All lines between the one holding "Bounding boxes for all" and the end of the material below, both ends included, should be restated exactly.

(Data Opens)

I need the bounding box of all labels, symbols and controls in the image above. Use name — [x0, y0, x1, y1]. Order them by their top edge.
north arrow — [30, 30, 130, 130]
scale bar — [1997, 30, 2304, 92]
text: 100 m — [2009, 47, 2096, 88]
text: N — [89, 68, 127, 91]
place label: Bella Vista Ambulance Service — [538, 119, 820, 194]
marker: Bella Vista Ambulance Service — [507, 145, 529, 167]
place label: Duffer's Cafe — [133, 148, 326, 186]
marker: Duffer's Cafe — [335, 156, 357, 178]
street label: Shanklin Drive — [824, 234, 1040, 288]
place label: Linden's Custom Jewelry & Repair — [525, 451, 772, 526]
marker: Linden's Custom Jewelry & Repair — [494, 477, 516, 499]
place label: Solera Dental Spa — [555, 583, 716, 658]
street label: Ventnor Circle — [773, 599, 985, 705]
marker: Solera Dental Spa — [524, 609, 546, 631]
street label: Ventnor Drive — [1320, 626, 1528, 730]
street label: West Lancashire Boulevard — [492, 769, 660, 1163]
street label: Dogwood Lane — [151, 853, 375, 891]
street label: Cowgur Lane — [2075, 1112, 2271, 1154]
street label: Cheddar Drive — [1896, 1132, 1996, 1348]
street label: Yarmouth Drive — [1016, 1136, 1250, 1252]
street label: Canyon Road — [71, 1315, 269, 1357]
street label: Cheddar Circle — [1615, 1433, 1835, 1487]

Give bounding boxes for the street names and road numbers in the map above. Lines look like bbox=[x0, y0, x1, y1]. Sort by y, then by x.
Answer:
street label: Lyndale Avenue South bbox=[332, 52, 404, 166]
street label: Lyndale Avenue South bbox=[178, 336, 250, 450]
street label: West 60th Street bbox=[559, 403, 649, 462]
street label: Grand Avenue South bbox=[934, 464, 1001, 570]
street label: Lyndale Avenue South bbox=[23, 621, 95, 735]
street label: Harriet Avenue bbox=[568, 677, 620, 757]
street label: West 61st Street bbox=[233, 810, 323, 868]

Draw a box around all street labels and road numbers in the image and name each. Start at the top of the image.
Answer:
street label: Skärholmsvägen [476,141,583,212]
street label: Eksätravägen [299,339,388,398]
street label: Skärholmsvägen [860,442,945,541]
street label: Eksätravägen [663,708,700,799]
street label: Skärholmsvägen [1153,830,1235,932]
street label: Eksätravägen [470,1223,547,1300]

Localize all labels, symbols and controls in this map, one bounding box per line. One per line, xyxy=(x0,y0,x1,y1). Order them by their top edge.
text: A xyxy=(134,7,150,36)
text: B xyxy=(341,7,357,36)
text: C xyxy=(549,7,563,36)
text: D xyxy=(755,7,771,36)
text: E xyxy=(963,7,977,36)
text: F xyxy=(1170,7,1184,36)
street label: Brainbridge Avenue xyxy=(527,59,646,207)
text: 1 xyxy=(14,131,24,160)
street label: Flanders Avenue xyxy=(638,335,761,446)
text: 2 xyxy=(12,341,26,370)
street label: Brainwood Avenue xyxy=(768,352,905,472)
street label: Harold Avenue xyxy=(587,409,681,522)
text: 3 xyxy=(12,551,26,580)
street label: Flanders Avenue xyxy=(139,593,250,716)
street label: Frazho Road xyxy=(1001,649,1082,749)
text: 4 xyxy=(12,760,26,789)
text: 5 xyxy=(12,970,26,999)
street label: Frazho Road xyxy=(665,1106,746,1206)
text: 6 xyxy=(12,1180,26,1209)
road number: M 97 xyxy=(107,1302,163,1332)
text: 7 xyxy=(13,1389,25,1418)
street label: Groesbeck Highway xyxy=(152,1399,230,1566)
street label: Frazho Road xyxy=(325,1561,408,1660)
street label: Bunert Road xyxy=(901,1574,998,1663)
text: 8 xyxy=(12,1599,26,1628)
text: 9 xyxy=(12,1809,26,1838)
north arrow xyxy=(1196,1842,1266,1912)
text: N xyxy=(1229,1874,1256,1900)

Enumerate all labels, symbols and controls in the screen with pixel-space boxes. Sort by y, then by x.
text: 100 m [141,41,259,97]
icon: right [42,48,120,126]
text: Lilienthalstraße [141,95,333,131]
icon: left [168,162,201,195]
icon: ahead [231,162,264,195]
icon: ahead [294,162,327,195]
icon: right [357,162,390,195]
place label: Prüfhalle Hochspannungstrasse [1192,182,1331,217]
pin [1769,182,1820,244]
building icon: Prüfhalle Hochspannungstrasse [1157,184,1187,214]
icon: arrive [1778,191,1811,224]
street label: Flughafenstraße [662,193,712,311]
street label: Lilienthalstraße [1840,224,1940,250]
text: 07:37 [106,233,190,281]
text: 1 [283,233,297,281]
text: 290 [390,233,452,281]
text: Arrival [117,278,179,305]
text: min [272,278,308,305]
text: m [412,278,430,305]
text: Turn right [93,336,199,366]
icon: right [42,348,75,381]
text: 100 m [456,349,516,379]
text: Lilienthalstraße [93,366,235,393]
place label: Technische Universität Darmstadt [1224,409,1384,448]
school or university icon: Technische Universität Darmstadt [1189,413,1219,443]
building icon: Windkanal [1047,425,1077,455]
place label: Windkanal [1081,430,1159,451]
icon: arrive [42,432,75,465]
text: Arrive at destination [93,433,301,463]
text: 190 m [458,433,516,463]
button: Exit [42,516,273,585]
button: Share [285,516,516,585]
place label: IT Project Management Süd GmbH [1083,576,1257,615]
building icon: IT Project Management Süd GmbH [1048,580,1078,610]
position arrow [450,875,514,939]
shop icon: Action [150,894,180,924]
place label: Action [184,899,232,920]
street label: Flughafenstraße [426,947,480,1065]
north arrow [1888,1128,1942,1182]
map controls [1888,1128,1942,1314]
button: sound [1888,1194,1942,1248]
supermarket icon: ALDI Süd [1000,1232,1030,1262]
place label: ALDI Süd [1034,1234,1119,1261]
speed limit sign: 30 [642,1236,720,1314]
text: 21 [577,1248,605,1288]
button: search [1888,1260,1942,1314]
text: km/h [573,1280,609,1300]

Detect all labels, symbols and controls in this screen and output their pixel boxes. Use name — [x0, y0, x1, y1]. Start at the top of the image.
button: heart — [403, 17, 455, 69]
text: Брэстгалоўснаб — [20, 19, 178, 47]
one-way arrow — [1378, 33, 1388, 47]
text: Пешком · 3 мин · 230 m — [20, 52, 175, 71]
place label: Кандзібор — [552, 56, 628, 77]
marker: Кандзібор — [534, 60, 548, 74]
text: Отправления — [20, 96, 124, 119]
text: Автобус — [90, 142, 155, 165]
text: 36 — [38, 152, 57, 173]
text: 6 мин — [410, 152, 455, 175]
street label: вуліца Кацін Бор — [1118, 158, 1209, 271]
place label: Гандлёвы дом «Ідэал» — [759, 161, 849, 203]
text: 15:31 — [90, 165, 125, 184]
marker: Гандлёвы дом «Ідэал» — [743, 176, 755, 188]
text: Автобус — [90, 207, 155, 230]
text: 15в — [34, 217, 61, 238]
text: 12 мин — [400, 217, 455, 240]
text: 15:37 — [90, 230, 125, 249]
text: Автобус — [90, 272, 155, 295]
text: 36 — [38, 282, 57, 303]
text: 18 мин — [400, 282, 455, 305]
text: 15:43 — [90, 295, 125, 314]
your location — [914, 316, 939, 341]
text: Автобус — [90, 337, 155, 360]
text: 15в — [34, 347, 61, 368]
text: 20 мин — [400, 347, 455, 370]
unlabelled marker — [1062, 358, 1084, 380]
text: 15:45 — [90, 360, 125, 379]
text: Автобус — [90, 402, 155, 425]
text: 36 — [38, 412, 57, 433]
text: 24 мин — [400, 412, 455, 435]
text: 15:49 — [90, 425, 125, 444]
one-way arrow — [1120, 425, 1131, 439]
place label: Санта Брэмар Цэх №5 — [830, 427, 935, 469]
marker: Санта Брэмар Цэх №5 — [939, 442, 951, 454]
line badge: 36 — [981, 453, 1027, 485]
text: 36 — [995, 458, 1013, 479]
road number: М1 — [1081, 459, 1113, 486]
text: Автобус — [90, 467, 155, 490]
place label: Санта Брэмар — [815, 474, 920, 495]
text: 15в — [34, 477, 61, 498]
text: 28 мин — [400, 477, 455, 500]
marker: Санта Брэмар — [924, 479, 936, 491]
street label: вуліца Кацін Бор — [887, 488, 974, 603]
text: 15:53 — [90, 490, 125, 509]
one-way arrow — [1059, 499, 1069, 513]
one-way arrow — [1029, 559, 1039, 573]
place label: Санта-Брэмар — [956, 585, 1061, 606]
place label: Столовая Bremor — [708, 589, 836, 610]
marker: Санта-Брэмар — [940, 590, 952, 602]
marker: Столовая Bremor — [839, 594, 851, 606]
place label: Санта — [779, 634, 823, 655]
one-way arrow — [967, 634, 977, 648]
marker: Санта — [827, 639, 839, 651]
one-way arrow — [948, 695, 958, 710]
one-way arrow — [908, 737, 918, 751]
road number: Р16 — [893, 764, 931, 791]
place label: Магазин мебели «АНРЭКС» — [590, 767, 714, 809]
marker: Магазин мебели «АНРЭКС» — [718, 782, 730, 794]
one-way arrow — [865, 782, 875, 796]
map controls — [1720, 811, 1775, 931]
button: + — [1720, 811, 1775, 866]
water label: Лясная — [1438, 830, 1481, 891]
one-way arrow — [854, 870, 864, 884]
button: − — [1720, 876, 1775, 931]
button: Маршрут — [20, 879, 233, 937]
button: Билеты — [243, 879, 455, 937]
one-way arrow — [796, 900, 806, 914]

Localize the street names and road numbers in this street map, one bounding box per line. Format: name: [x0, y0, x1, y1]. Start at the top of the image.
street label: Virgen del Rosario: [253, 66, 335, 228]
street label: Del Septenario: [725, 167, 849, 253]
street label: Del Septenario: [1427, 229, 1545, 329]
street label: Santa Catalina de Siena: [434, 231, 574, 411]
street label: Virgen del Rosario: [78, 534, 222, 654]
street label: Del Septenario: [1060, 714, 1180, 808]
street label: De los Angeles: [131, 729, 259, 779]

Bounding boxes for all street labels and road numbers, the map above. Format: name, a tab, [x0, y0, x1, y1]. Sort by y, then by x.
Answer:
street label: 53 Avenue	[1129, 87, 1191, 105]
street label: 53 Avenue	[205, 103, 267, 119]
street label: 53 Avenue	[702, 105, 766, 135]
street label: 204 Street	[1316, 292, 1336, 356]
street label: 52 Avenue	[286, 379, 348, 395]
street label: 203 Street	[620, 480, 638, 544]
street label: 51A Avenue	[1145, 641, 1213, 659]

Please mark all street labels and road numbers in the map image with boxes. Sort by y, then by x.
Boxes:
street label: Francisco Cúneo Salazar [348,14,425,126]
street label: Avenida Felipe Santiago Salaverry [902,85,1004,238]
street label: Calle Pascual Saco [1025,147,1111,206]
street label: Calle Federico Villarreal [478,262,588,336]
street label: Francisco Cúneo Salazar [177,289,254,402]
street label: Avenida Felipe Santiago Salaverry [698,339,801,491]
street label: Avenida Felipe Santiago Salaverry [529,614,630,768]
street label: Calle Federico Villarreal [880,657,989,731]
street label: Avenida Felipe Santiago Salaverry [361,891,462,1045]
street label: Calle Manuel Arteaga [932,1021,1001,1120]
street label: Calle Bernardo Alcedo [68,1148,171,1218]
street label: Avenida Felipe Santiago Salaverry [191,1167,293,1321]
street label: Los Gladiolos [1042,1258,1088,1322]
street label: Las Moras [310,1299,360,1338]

(Data Closes)

**Written answer:**
Bounding boxes for all street labels and road numbers, the map above. Format: name, a tab, [x0, y0, x1, y1]. Sort by y, then by x.
Answer:
street label: 53 Avenue	[1129, 87, 1191, 105]
street label: 53 Avenue	[205, 103, 267, 119]
street label: 53 Avenue	[702, 105, 766, 135]
street label: 204 Street	[1316, 292, 1336, 356]
street label: 52 Avenue	[286, 379, 348, 395]
street label: 203 Street	[620, 480, 638, 544]
street label: 51A Avenue	[1145, 641, 1213, 659]

Please mark all street labels and road numbers in the map image with boxes. Sort by y, then by x.
Boxes:
street label: Francisco Cúneo Salazar [348,14,425,126]
street label: Avenida Felipe Santiago Salaverry [902,85,1004,238]
street label: Calle Pascual Saco [1025,147,1111,206]
street label: Calle Federico Villarreal [478,262,588,336]
street label: Francisco Cúneo Salazar [177,289,254,402]
street label: Avenida Felipe Santiago Salaverry [698,339,801,491]
street label: Avenida Felipe Santiago Salaverry [529,614,630,768]
street label: Calle Federico Villarreal [880,657,989,731]
street label: Avenida Felipe Santiago Salaverry [361,891,462,1045]
street label: Calle Manuel Arteaga [932,1021,1001,1120]
street label: Calle Bernardo Alcedo [68,1148,171,1218]
street label: Avenida Felipe Santiago Salaverry [191,1167,293,1321]
street label: Los Gladiolos [1042,1258,1088,1322]
street label: Las Moras [310,1299,360,1338]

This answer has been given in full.